Pitching and How To Do It
Day 2 of the IN THE PALACE International Short Film Festival and this morning we had the first of our Filmer Forge workshops led by industry professionals. Today’s topic was how to successfully pitch the idea for your film; led by Faisal-Azam Qureshi from the UK.
Qureshi, writer and producer, has plenty of experience with this and gave a very interesting and engaging lecture with top tips on how to approach your pitch, with anecdotes from his life and important do’s and don’ts for succeeding. With only a few audience members having experience with pitching before, but with many budding filmmakers among us, we were eager to hear what he had to say.
Starting off with the basic question – what is pitching? We learnt that when pitching you are not only presenting the idea of your film, but also selling yourself to the client as someone they will be able to work with for a long period of time, therefore it’s important to build rapport with the client as well as just talking to them about your idea. It’s a good idea to do some research on your client before you go in for the pitch, so you’re aware of what kind of projects they’ve worked on in the past.
Your pitch should be short and descriptive but with a hook; summarizing what your film is about but also making your idea stand out! This is what is called “elevator pitch” – something you can explain in 30-60 seconds or 1 or 2 sentences that lets the client know exactly what you’re trying to do with your film.

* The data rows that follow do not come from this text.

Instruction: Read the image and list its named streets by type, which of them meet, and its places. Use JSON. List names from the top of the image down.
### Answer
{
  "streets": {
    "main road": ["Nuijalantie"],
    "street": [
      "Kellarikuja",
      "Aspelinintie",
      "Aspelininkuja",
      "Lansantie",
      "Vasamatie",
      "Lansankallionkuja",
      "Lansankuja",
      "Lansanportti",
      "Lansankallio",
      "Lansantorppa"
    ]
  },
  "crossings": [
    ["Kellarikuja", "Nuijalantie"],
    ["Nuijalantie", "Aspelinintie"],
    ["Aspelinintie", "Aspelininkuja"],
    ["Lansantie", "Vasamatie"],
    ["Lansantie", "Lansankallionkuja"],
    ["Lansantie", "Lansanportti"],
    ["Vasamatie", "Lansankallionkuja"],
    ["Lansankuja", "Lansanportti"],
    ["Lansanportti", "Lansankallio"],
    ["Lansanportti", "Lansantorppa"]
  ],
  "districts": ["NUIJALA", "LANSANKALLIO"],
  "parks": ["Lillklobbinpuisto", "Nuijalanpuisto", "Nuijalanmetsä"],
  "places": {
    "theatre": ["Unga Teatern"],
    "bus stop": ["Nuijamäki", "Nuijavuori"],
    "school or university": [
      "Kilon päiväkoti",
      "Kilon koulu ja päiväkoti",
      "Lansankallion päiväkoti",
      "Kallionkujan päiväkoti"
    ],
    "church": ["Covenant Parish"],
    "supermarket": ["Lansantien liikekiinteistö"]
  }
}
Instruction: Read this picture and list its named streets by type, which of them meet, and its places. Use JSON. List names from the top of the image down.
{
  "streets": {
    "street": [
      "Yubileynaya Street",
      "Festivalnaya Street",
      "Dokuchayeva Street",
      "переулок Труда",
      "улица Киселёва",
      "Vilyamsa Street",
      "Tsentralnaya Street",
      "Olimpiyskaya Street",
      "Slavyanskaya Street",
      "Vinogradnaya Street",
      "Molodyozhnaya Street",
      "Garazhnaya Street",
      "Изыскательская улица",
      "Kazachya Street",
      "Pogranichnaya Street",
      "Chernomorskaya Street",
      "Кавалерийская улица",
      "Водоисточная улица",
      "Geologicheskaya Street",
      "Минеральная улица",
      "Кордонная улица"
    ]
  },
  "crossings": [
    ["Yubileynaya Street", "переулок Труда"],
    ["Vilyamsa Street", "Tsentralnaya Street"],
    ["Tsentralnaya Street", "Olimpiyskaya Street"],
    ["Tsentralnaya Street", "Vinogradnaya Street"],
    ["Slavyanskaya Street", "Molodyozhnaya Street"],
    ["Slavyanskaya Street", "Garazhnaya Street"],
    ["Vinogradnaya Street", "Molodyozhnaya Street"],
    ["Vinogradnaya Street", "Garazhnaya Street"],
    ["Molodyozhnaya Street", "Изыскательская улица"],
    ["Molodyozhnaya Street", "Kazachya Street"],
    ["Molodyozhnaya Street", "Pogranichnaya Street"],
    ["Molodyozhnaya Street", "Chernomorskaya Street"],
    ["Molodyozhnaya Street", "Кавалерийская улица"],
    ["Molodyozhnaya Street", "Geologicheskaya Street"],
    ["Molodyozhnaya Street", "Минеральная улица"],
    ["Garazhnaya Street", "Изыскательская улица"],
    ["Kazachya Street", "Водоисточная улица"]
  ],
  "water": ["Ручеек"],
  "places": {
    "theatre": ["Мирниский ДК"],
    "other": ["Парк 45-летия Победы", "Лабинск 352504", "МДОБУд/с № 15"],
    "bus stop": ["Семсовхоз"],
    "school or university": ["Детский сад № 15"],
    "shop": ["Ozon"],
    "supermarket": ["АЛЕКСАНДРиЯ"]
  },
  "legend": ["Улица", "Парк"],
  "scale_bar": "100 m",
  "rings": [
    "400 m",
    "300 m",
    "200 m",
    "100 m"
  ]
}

Another top tip that some people forget when preparing for a pitch is to remember who your audience is, who you might like to work with (in terms of cast and crew) and the genre of the project, in order to give more detail to the client and not have them think you only care about your idea and your idea alone. Similarly, you should always have 2 or 3 other ideas that you’d be ready to present, incase they reject your first one.
To make your pitch more engaging, it can sometimes help to have visual aids such as a mock up of what the movie poster might look like or a ‘sizzle reel’ – this is where you take clips from pre-existing material to create a kind of trailer showing what you want the film to look like or be about – just a different way of presenting your idea to make the client understand your thinking behind it.
In the end, you could even leave an info pack with more details on your film and then always follow up afterwards with a letter or email to keep the conversation going about your ideas. In the end, if it doesn’t workout you’ve got a contact for future projects to come.
Most important: be passionate!! Have passion in yourself and your ideas and you will succeed.
A brilliant talk by Faisal Qureshi today; excited for many more in the upcoming week.